Collected data
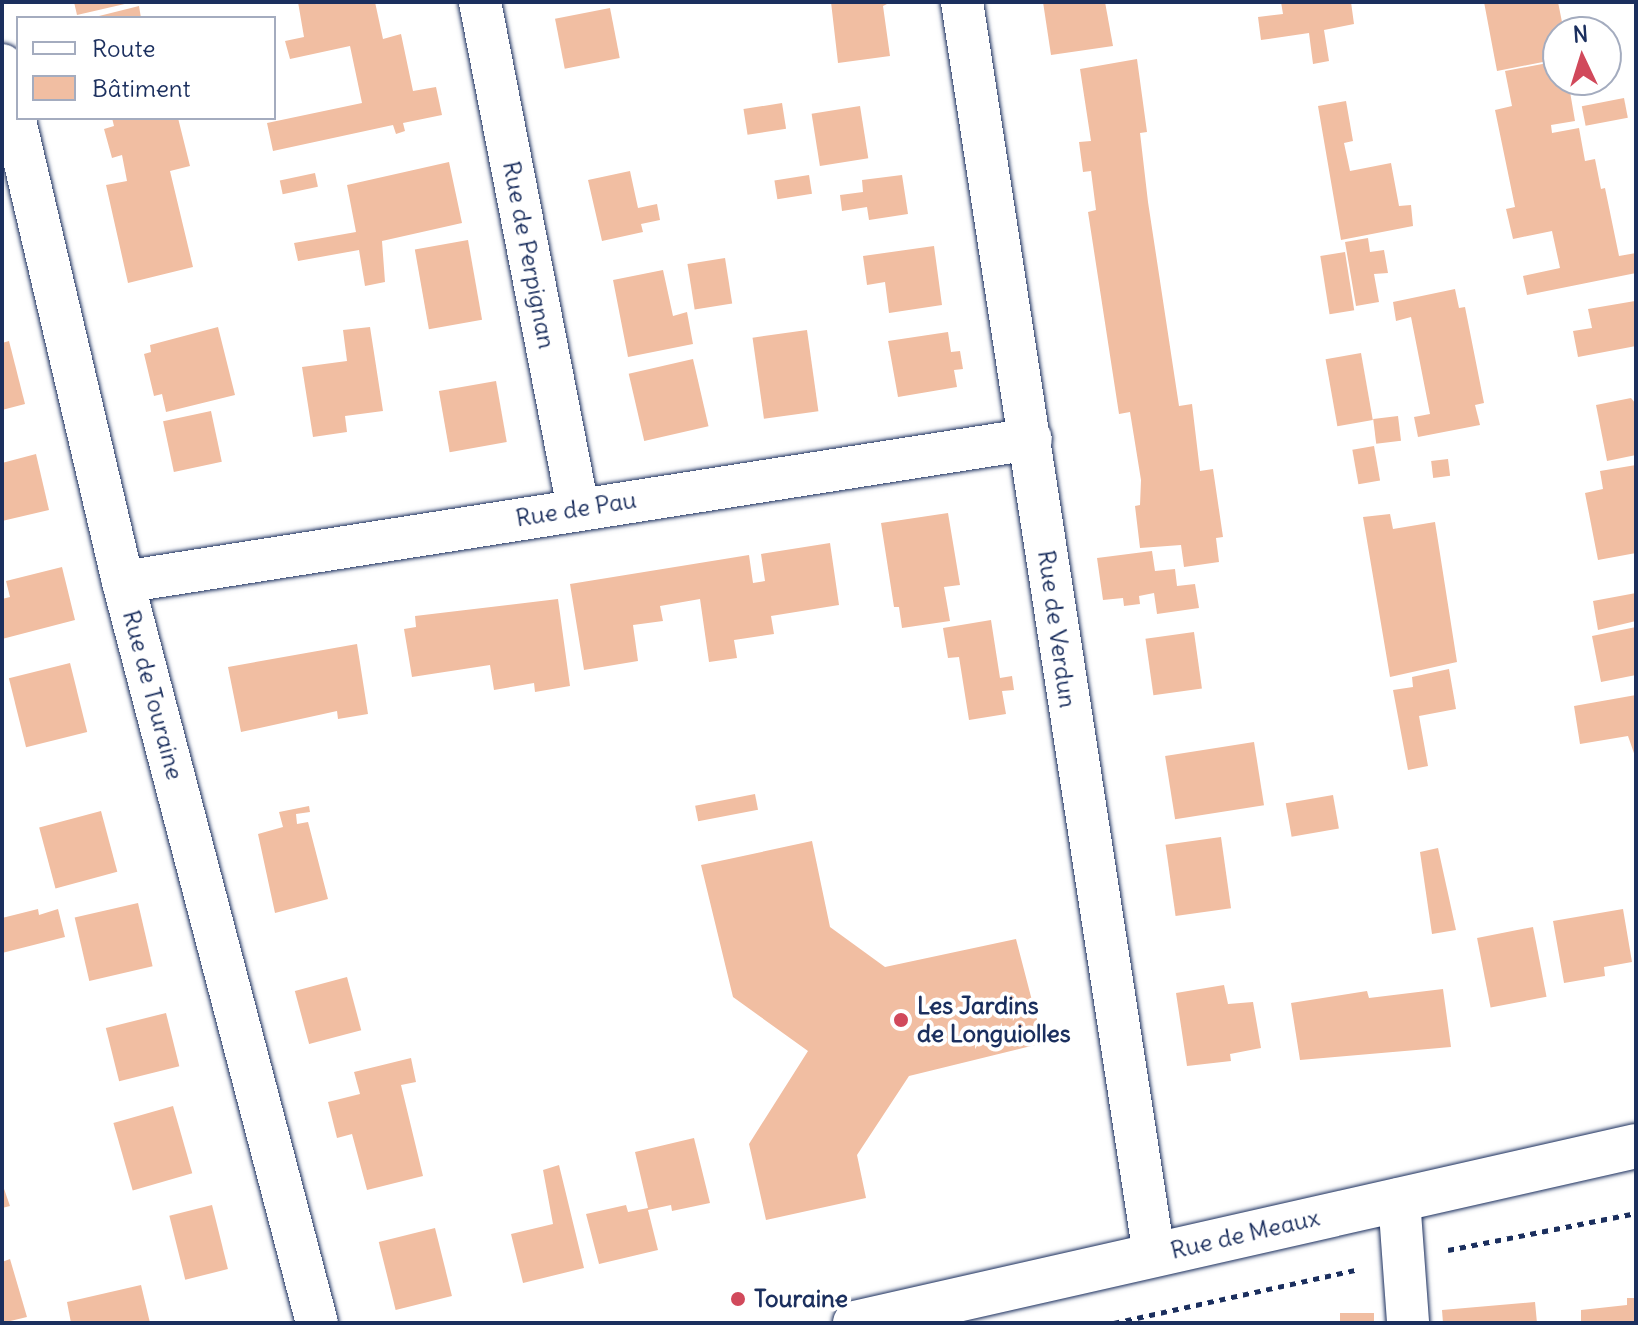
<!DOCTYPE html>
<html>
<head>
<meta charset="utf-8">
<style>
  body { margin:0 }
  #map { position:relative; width:1638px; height:1325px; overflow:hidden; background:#fff; font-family:Delius,sans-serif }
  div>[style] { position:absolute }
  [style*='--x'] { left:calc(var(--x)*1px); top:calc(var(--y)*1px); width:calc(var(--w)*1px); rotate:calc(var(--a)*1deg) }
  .building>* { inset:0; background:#f1bea2; transform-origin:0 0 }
  .path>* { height:5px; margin-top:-2.5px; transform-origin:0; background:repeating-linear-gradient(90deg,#1b2f5e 0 6px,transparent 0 12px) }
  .roads { filter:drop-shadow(0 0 2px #1b2f5e) drop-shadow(0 0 2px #1b2f5e) }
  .minor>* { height:42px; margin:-21px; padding:0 21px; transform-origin:21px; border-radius:21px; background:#fff }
  .secondary>* { height:44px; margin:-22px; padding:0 22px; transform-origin:22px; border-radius:22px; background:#fff }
  .dots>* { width:22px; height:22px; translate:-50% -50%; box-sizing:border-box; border:4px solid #fff; border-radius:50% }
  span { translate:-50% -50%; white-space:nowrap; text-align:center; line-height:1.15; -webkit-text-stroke:8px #fff; paint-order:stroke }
  .street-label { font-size:24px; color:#1b2f5e }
  .poi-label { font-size:24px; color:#1b2f5e; font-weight:700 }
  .left { translate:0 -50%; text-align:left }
  .frame { position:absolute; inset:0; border:4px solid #1b2f5e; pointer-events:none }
  .legend { position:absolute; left:16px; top:16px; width:260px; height:104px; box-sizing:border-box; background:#fff; border:2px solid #a4acbf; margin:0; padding:10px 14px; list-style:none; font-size:24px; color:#1b2f5e }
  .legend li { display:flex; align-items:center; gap:16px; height:40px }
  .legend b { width:40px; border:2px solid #a4acbf }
  .north { position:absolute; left:1542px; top:16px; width:80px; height:80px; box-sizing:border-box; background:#fff; border:2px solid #a4acbf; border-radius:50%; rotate:356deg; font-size:22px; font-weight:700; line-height:32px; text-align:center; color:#1b2f5e }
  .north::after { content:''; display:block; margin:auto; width:28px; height:36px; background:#d1495b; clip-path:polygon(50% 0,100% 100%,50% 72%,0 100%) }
</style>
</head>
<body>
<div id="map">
  <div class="building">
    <i style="clip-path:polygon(74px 2px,129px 2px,129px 3px,77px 15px)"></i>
    <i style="clip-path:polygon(298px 2px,375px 2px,383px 39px,401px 34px,413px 91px,436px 87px,442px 115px,403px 123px,405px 131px,396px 134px,393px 125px,273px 151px,267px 123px,362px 103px,350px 46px,290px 59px,285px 41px,304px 37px)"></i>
    <i style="clip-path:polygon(831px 2px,891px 2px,883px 6px,890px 56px,838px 63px)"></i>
    <i style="clip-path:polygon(1043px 2px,1105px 2px,1113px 46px,1051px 55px)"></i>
    <i style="clip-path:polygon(1281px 2px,1351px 2px,1354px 24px,1324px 30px,1329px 61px,1313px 64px,1309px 33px,1261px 40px,1258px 17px,1283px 14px)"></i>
    <i style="clip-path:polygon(1484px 2px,1558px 2px,1564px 32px,1558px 32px,1558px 59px,1497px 71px)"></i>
    <i style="clip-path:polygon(139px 6px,141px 18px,95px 18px,95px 17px)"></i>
    <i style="left:610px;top:8px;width:51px;height:56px;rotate:79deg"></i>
    <i style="clip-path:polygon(1137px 59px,1147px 132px,1140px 133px,1148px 202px,1179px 406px,1192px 404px,1200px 471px,1213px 469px,1223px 537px,1216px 538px,1219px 562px,1184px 567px,1181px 545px,1140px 548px,1135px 506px,1140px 505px,1141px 480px,1130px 412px,1119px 414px,1088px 212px,1096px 210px,1091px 171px,1083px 172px,1079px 142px,1091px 141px,1080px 69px)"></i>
    <i style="clip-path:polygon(1558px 61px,1558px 80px,1568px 80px,1575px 121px,1551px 125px,1552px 133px,1579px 128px,1585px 161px,1595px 159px,1601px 189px,1605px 188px,1619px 256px,1636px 253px,1636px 273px,1527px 295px,1523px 276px,1560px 268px,1552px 231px,1513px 239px,1506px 209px,1515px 207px,1495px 110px,1512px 106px,1505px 71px)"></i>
    <i style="left:1624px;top:98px;width:20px;height:43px;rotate:79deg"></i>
    <i style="clip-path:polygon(1346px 101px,1353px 141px,1344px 143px,1350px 171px,1391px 163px,1399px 206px,1411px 205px,1413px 226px,1341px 240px,1318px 106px)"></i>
    <i style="left:782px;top:103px;width:26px;height:39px;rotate:81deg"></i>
    <i style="left:860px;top:106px;width:53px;height:49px;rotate:81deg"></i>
    <i style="clip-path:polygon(112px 118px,178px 118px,190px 166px,170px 171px,193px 267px,128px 283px,106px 185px,127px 181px,122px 155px,112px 158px,104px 129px,114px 126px)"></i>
    <i style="clip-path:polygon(449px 162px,462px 223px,382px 241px,385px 282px,365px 286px,359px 250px,298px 261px,294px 243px,356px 232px,347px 185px)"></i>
    <i style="clip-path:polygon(630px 171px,638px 208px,657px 204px,660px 220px,641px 224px,643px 232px,602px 241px,588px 180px)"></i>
    <i style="left:315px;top:173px;width:14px;height:36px;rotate:78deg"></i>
    <i style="left:809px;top:175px;width:19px;height:35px;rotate:81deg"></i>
    <i style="clip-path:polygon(902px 175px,908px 214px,869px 220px,867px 207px,842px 211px,840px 195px,863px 192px,862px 180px)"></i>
    <i style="clip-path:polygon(1368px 238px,1370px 252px,1384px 250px,1388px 273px,1374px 274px,1379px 302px,1356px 306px,1345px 242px)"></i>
    <i style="left:468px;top:240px;width:81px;height:54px;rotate:80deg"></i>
    <i style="clip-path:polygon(934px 246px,942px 305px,889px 313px,885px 282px,867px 285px,863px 256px)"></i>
    <i style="left:1345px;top:252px;width:59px;height:25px;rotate:81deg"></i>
    <i style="left:725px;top:258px;width:46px;height:38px;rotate:81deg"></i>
    <i style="clip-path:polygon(663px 270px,673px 316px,687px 312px,693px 344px,628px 357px,613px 280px)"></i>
    <i style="clip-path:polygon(1455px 289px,1459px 308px,1465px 307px,1484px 403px,1475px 405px,1480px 425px,1418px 437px,1414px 417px,1430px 414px,1411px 317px,1396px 321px,1393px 302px)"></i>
    <i style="clip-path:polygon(1635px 301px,1636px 346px,1578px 357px,1573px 331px,1592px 328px,1588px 309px)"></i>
    <i style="clip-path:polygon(218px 327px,235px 395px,166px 412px,162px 394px,154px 396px,144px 354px,151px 352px,150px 345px)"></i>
    <i style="clip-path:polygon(370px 327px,383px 411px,345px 416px,347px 432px,313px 437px,302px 367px,347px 361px,343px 330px)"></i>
    <i style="left:807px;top:330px;width:82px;height:55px;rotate:82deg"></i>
    <i style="clip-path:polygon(948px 332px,951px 352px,960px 351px,963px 369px,954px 370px,957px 387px,898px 397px,888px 341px)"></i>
    <i style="clip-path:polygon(9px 341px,25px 404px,2px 410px,2px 343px)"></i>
    <i style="left:1361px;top:353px;width:68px;height:36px;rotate:80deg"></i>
    <i style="left:693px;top:359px;width:69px;height:66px;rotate:77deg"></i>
    <i style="left:496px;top:381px;width:62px;height:58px;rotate:80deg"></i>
    <i style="clip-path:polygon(1631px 398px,1636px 404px,1636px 455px,1607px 461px,1596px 405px)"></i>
    <i style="left:211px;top:411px;width:52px;height:49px;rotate:78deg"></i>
    <i style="left:1398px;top:416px;width:25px;height:25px;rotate:83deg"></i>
    <i style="left:1374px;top:446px;width:35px;height:22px;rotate:80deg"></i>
    <i style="clip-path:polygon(36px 454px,49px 510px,2px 521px,2px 463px)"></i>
    <i style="left:1448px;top:459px;width:17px;height:17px;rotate:83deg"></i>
    <i style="clip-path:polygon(1636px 465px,1636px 553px,1598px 560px,1585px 493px,1603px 489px,1600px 471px)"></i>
    <i style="clip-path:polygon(948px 513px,960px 585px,944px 587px,950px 621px,902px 628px,899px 607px,894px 607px,881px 523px)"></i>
    <i style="clip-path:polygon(1390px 514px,1393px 529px,1435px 522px,1457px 662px,1390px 677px,1363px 517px)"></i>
    <i style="clip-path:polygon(830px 543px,839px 605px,771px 616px,774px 634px,734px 640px,737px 658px,709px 662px,700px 599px,660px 606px,663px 621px,633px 625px,638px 661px,584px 670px,570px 584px,749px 555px,753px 583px,765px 581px,761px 554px)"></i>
    <i style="clip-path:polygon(1152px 551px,1155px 571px,1175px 569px,1177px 586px,1195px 584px,1199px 608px,1157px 614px,1154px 593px,1139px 596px,1140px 604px,1124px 606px,1123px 598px,1103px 600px,1097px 558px)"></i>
    <i style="clip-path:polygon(62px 567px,75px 620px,2px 639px,2px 599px,10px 597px,6px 581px)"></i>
    <i style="clip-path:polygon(1636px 593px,1636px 621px,1598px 630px,1593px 601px)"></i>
    <i style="clip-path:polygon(558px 599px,570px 686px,535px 692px,534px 683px,494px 690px,490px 665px,412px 677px,404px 629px,416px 627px,415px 616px)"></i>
    <i style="clip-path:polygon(991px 620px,1000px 678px,1012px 676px,1014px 690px,1002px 691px,1006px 714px,969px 720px,959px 657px,948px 658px,943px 628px)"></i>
    <i style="clip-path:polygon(1636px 627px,1636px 675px,1601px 682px,1592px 636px)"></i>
    <i style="left:1194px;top:632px;width:57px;height:49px;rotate:82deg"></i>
    <i style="clip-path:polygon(357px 644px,368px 714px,338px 719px,337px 711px,241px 732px,228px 667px)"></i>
    <i style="left:70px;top:663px;width:71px;height:63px;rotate:76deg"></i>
    <i style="clip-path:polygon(1449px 669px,1456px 709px,1419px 716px,1428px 766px,1408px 770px,1393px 690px,1413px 687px,1412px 677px)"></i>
    <i style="clip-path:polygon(1636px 695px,1636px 759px,1628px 736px,1580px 744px,1574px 706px)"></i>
    <i style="left:1254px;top:742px;width:64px;height:90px;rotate:81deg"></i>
    <i style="left:755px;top:794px;width:16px;height:61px;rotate:79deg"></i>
    <i style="left:1333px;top:795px;width:34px;height:48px;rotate:80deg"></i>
    <i style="clip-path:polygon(309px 806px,310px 812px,296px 814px,297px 824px,308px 822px,328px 899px,275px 913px,258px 834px,283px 827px,279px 812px)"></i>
    <i style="left:101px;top:811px;width:63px;height:64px;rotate:75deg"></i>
    <i style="left:1221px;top:837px;width:72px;height:56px;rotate:82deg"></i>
    <i style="clip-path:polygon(812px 841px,830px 927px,885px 967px,1016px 939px,1043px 1043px,909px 1076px,857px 1155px,866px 1198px,766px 1220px,749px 1144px,808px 1051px,733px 997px,701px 865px)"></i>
    <i style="clip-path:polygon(1438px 848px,1456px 930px,1432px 934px,1420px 852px)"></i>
    <i style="left:138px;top:903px;width:65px;height:65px;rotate:77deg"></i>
    <i style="clip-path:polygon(38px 909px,39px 915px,58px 909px,65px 937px,2px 953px,2px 918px)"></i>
    <i style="clip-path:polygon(1623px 909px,1632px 962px,1604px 967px,1605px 976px,1564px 983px,1553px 921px)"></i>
    <i style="left:1533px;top:927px;width:71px;height:57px;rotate:79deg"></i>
    <i style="left:347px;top:977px;width:55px;height:54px;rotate:75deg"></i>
    <i style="clip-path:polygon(1224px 985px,1228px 1004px,1253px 1002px,1261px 1048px,1230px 1054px,1231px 1061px,1187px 1066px,1176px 993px)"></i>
    <i style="clip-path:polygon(1443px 989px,1451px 1047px,1300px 1060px,1291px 1003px,1367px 991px,1369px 998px)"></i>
    <i style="left:166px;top:1013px;width:55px;height:62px;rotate:76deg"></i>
    <i style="clip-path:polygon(411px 1058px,416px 1082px,401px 1085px,423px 1176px,367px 1190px,352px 1134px,337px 1138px,328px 1102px,360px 1094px,354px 1072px)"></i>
    <i style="left:173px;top:1106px;width:70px;height:62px;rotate:74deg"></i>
    <i style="clip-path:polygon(694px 1138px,710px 1203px,672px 1211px,671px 1205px,648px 1210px,658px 1250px,599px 1264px,586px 1214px,626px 1205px,628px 1212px,648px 1208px,635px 1152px)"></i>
    <i style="clip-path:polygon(559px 1165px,584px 1268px,523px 1283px,511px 1234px,553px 1224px,543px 1170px)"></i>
    <i style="clip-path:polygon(2px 1183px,10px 1206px,2px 1208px)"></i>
    <i style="left:212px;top:1205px;width:66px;height:44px;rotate:76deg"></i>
    <i style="left:435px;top:1228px;width:70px;height:58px;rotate:76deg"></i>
    <i style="clip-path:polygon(10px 1259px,27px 1317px,2px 1323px,2px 1262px)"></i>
    <i style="clip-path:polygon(141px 1285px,150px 1323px,71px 1323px,67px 1302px)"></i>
    <i style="clip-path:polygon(1627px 1298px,1636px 1298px,1636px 1323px,1581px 1323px,1581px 1310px,1627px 1305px)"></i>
    <i style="clip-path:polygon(1535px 1302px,1537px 1323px,1443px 1323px,1442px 1310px)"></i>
    <i style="left:1374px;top:1313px;width:10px;height:34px;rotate:90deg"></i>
  </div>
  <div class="path">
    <i style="--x:1448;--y:1250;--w:192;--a:-11.1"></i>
    <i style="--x:1114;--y:1323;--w:251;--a:-12.4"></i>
  </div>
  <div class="roads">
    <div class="minor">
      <i style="--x:480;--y:2;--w:515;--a:79.04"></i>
      <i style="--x:962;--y:2;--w:1268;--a:81.29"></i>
      <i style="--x:2;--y:65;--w:531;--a:76.83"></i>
      <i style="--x:123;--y:582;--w:766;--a:75.33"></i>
      <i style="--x:123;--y:582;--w:919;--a:-8.95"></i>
      <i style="--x:1399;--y:1199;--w:124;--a:85.8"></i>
    </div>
    <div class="secondary">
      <i style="--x:855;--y:1323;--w:801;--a:-12.77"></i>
    </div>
  </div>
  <div class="dots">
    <i style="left:901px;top:1020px;background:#d1495b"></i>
    <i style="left:738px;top:1299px;background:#d1495b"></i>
  </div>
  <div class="street-label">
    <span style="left:529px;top:255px;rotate:79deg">Rue de Perpignan</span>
    <span style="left:576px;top:509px;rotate:-9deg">Rue de Pau</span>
    <span style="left:1057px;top:629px;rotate:82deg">Rue de Verdun</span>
    <span style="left:153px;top:695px;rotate:75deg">Rue de Touraine</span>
    <span style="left:1245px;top:1234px;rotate:-13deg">Rue de Meaux</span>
  </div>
  <div class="poi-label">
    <span class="left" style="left:917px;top:1020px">Les Jardins<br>de Longuiolles</span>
    <span class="left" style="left:754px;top:1299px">Touraine</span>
  </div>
  <div class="frame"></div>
  <ul class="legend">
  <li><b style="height:10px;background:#fff"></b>Route</li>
  <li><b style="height:22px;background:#f1bea2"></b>Bâtiment</li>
  </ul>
  <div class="north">N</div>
</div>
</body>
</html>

Description of the task. Repeat exactly and only the lines from the start of the data above through the line that holds "filter:drop-shadow(0 0 2px", inclusive. Pictures do not belong in the copy.

Result of the exercise.
<!DOCTYPE html>
<html>
<head>
<meta charset="utf-8">
<style>
  body { margin:0 }
  #map { position:relative; width:1638px; height:1325px; overflow:hidden; background:#fff; font-family:Delius,sans-serif }
  div>[style] { position:absolute }
  [style*='--x'] { left:calc(var(--x)*1px); top:calc(var(--y)*1px); width:calc(var(--w)*1px); rotate:calc(var(--a)*1deg) }
  .building>* { inset:0; background:#f1bea2; transform-origin:0 0 }
  .path>* { height:5px; margin-top:-2.5px; transform-origin:0; background:repeating-linear-gradient(90deg,#1b2f5e 0 6px,transparent 0 12px) }
  .roads { filter:drop-shadow(0 0 2px #1b2f5e) drop-shadow(0 0 2px #1b2f5e) }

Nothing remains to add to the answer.